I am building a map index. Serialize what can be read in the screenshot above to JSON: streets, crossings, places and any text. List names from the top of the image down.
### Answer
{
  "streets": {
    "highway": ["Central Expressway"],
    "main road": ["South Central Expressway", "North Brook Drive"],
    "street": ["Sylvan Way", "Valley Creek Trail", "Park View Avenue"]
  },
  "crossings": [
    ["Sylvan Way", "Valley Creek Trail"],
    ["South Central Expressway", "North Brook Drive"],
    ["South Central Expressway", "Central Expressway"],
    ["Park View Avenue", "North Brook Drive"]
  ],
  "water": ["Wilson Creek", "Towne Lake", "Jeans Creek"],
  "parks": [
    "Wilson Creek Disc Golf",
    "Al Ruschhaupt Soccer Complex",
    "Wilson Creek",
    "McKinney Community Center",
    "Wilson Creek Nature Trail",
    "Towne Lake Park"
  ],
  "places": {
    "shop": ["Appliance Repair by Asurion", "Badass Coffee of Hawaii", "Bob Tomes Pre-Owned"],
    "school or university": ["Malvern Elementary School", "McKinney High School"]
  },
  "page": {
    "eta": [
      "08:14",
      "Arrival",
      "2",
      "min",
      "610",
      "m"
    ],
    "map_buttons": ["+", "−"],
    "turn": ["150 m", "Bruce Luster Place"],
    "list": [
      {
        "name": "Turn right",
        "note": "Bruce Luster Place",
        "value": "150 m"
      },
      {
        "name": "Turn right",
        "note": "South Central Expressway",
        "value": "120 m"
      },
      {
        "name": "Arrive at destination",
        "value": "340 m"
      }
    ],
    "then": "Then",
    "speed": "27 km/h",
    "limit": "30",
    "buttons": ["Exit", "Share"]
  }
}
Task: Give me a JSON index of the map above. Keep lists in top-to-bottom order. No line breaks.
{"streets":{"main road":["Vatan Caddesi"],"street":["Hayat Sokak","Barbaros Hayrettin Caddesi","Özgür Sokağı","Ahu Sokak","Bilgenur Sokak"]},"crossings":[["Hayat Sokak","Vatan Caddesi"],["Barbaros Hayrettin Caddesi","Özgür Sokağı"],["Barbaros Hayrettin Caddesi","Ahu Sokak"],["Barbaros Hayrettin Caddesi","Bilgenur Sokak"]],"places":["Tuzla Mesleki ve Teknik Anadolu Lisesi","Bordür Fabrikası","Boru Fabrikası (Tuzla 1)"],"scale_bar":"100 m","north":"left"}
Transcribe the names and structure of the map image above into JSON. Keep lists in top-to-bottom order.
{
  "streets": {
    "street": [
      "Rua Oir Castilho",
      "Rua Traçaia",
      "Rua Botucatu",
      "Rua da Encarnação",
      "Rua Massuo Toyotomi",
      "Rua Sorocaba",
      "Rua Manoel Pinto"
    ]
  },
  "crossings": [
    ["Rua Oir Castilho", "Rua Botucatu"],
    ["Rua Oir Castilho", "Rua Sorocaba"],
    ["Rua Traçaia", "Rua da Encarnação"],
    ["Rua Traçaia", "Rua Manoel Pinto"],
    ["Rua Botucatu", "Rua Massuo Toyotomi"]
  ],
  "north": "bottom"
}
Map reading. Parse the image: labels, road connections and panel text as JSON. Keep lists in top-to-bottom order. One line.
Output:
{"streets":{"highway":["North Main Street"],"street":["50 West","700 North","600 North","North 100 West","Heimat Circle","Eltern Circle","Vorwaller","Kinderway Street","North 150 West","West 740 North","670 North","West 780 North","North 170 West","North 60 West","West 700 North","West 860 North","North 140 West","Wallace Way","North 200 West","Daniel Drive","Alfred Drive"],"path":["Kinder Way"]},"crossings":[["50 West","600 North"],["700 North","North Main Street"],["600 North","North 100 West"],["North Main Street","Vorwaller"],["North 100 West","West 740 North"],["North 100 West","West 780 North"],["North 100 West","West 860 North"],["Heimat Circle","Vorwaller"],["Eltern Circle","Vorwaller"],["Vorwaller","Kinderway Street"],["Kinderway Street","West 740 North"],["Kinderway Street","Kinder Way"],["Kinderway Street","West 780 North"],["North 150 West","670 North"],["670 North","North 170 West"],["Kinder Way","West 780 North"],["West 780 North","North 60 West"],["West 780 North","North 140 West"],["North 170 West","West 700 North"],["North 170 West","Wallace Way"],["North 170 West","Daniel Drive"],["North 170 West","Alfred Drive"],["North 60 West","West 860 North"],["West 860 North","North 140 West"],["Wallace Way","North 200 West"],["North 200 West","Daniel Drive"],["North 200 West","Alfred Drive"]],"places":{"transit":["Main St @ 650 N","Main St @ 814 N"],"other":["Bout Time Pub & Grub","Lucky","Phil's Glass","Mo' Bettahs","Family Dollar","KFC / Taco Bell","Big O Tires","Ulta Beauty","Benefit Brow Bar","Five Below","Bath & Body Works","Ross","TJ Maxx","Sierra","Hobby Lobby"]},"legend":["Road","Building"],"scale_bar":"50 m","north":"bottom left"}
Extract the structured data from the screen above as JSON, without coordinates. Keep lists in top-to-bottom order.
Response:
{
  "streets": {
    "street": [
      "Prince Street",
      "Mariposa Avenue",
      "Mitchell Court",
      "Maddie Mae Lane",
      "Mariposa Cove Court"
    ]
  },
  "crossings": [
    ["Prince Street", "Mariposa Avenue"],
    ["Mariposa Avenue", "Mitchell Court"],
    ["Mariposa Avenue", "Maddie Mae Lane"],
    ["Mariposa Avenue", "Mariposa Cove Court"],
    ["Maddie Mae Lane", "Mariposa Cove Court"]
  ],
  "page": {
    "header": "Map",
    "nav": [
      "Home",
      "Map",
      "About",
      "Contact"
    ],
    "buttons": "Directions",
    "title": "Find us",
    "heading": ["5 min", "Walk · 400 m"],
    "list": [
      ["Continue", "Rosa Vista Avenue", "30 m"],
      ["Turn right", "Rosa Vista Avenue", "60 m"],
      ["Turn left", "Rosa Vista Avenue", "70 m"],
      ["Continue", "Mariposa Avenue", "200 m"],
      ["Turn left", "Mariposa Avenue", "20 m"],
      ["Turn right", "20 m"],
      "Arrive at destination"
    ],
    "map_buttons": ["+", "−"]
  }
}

• **WHAT YOU HAVE TO DO**
Among the records, find every line holding the word "Expressway" and copy it.

• **SOLUTION TO THIS PROBLEM**
    "highway": ["Central Expressway"],
    "main road": ["South Central Expressway", "North Brook Drive"],
    ["South Central Expressway", "North Brook Drive"],
    ["South Central Expressway", "Central Expressway"],
        "note": "South Central Expressway",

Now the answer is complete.